Exercise instructions: From the data that follows, print exactly the lines starting at the one containing "M842,699C1073,566 1306,439 1545,321" and ending at the one containing "<!-- route casing -->"; include both of them and nothing more.

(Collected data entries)
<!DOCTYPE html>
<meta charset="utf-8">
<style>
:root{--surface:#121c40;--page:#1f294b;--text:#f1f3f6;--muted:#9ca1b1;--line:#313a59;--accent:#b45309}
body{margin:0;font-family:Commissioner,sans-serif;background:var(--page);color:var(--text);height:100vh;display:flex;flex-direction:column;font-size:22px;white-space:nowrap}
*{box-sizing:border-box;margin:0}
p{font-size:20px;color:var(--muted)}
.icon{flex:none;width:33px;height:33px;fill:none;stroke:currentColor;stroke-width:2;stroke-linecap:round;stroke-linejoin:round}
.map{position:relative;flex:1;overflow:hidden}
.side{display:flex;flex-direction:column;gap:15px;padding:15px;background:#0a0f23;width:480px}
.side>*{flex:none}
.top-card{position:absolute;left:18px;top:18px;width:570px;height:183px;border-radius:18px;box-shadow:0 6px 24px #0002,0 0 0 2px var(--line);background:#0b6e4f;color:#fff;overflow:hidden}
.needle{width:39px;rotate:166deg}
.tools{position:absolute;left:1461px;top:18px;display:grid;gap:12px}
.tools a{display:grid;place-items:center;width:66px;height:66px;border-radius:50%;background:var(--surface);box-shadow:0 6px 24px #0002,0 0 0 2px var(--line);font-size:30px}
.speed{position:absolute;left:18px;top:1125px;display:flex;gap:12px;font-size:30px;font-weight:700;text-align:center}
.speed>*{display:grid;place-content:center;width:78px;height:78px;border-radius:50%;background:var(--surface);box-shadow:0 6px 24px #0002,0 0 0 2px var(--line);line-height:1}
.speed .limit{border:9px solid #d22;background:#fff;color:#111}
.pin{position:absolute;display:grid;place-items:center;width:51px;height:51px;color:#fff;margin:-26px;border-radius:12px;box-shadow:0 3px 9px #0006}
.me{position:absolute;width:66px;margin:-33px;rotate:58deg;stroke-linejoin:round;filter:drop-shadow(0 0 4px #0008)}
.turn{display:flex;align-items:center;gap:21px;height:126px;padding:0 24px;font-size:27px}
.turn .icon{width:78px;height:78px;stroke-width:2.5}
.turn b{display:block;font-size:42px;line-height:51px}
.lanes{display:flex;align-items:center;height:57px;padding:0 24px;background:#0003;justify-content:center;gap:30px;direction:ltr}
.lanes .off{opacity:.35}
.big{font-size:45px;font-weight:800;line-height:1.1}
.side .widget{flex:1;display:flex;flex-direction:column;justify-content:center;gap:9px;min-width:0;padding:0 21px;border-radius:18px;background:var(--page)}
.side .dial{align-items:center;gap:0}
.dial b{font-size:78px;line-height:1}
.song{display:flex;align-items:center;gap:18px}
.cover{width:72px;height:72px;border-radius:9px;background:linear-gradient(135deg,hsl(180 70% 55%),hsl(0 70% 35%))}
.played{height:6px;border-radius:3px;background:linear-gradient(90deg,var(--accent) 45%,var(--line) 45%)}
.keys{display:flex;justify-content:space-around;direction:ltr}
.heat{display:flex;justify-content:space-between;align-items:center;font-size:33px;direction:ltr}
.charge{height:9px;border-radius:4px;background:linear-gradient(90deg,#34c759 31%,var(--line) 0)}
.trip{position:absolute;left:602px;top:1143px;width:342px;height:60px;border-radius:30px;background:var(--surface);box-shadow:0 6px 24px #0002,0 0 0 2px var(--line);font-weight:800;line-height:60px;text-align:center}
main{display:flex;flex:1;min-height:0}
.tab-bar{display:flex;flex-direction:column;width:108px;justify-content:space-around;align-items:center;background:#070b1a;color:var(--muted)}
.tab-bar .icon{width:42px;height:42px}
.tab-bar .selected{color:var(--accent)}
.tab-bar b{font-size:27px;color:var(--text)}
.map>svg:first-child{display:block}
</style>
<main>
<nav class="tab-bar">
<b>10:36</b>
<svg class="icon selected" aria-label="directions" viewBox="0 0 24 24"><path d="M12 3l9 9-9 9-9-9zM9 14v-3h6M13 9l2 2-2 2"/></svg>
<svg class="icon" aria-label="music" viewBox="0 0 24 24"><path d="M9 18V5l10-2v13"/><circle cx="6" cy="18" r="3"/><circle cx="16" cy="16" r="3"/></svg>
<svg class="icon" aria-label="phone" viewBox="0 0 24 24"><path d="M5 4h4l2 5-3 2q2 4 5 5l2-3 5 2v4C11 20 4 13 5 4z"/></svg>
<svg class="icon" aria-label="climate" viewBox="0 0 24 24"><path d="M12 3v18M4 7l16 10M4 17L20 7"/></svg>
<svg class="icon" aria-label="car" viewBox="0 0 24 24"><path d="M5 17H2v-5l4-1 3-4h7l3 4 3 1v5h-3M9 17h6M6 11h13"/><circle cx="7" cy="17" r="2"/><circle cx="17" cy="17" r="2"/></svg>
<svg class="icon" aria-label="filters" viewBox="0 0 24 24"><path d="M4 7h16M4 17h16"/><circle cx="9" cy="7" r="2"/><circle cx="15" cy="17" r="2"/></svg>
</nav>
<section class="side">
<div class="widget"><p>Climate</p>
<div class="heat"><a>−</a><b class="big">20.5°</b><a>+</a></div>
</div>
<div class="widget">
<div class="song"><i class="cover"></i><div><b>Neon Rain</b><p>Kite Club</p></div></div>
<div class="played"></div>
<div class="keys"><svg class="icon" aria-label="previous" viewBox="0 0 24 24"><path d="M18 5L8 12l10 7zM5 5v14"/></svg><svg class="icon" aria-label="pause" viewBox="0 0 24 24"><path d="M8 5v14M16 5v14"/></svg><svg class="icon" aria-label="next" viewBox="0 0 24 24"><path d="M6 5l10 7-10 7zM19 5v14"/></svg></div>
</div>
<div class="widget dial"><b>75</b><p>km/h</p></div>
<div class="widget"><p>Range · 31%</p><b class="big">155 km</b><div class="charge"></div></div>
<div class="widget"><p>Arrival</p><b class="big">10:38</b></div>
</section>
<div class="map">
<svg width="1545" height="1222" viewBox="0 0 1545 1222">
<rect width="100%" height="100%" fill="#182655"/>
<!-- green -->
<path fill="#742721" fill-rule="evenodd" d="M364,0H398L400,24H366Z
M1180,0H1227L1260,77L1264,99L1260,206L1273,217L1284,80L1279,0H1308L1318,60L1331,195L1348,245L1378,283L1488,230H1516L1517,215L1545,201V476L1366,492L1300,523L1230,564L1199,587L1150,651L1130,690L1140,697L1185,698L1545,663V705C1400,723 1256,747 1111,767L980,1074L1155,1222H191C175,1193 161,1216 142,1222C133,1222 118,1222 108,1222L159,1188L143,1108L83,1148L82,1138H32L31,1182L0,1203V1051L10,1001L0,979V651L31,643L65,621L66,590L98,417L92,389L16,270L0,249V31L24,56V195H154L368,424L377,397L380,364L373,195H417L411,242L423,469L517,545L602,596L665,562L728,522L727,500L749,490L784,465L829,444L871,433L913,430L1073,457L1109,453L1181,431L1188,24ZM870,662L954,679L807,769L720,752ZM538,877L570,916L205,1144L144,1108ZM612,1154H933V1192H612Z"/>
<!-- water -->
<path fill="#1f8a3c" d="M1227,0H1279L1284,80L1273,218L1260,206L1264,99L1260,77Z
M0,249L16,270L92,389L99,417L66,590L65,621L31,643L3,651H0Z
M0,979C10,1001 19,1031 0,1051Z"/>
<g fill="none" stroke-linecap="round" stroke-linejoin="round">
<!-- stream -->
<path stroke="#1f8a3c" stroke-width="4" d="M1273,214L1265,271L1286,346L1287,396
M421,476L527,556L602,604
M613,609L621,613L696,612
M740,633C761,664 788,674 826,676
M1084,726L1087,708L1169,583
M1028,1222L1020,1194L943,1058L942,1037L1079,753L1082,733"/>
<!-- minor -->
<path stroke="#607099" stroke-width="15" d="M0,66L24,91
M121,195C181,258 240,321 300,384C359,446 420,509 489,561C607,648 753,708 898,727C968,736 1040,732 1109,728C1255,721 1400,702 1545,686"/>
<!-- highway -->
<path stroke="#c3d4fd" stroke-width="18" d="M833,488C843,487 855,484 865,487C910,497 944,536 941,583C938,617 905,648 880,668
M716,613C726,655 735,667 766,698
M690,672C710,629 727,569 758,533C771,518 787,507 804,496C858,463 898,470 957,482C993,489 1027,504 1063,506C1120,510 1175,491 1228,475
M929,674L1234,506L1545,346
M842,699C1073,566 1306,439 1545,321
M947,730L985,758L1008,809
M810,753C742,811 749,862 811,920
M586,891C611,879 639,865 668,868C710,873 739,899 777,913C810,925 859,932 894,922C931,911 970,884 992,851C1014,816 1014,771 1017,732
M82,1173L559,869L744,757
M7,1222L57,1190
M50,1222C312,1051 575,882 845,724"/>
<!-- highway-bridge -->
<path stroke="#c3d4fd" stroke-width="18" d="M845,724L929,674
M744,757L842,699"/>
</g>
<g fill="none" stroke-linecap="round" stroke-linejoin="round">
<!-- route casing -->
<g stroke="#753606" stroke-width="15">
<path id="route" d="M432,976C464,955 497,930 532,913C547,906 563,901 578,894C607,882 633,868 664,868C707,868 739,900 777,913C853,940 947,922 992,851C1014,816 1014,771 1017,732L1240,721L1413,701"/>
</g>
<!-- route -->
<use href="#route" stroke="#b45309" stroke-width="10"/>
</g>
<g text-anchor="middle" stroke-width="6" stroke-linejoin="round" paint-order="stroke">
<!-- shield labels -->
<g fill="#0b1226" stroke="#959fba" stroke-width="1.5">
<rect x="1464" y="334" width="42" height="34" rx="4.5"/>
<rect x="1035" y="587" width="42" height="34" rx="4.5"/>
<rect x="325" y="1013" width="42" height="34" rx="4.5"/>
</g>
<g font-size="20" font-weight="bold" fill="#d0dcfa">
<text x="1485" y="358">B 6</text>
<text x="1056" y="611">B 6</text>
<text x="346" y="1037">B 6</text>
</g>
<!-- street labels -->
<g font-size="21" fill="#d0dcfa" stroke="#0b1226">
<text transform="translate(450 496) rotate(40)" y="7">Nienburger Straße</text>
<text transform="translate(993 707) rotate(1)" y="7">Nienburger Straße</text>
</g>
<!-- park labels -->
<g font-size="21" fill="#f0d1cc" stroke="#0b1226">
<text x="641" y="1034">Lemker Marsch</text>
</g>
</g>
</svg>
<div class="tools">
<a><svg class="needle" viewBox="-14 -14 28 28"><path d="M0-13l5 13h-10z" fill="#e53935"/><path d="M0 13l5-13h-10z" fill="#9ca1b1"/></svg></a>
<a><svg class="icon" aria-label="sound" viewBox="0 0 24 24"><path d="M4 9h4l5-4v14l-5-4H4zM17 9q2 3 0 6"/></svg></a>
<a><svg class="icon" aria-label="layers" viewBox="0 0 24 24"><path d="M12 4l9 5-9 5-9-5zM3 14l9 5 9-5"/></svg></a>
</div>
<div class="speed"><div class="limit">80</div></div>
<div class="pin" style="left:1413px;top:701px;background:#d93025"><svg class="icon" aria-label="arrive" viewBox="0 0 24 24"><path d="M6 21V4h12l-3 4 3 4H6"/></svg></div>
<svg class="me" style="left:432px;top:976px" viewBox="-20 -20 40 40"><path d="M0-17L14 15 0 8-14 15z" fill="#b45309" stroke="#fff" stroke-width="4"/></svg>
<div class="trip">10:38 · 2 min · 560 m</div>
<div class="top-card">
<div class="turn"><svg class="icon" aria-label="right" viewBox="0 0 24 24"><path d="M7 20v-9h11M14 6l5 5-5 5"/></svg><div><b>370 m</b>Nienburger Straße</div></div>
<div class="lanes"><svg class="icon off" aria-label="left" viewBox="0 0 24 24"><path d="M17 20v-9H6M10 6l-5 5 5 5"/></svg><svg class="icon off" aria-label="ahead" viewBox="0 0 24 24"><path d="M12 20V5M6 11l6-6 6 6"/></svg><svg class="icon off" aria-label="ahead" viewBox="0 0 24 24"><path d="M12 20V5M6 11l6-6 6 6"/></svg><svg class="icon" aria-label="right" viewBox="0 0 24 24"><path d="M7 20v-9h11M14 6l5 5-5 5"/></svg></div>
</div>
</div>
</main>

Response box:
M842,699C1073,566 1306,439 1545,321
M947,730L985,758L1008,809
M810,753C742,811 749,862 811,920
M586,891C611,879 639,865 668,868C710,873 739,899 777,913C810,925 859,932 894,922C931,911 970,884 992,851C1014,816 1014,771 1017,732
M82,1173L559,869L744,757
M7,1222L57,1190
M50,1222C312,1051 575,882 845,724"/>
<!-- highway-bridge -->
<path stroke="#c3d4fd" stroke-width="18" d="M845,724L929,674
M744,757L842,699"/>
</g>
<g fill="none" stroke-linecap="round" stroke-linejoin="round">
<!-- route casing -->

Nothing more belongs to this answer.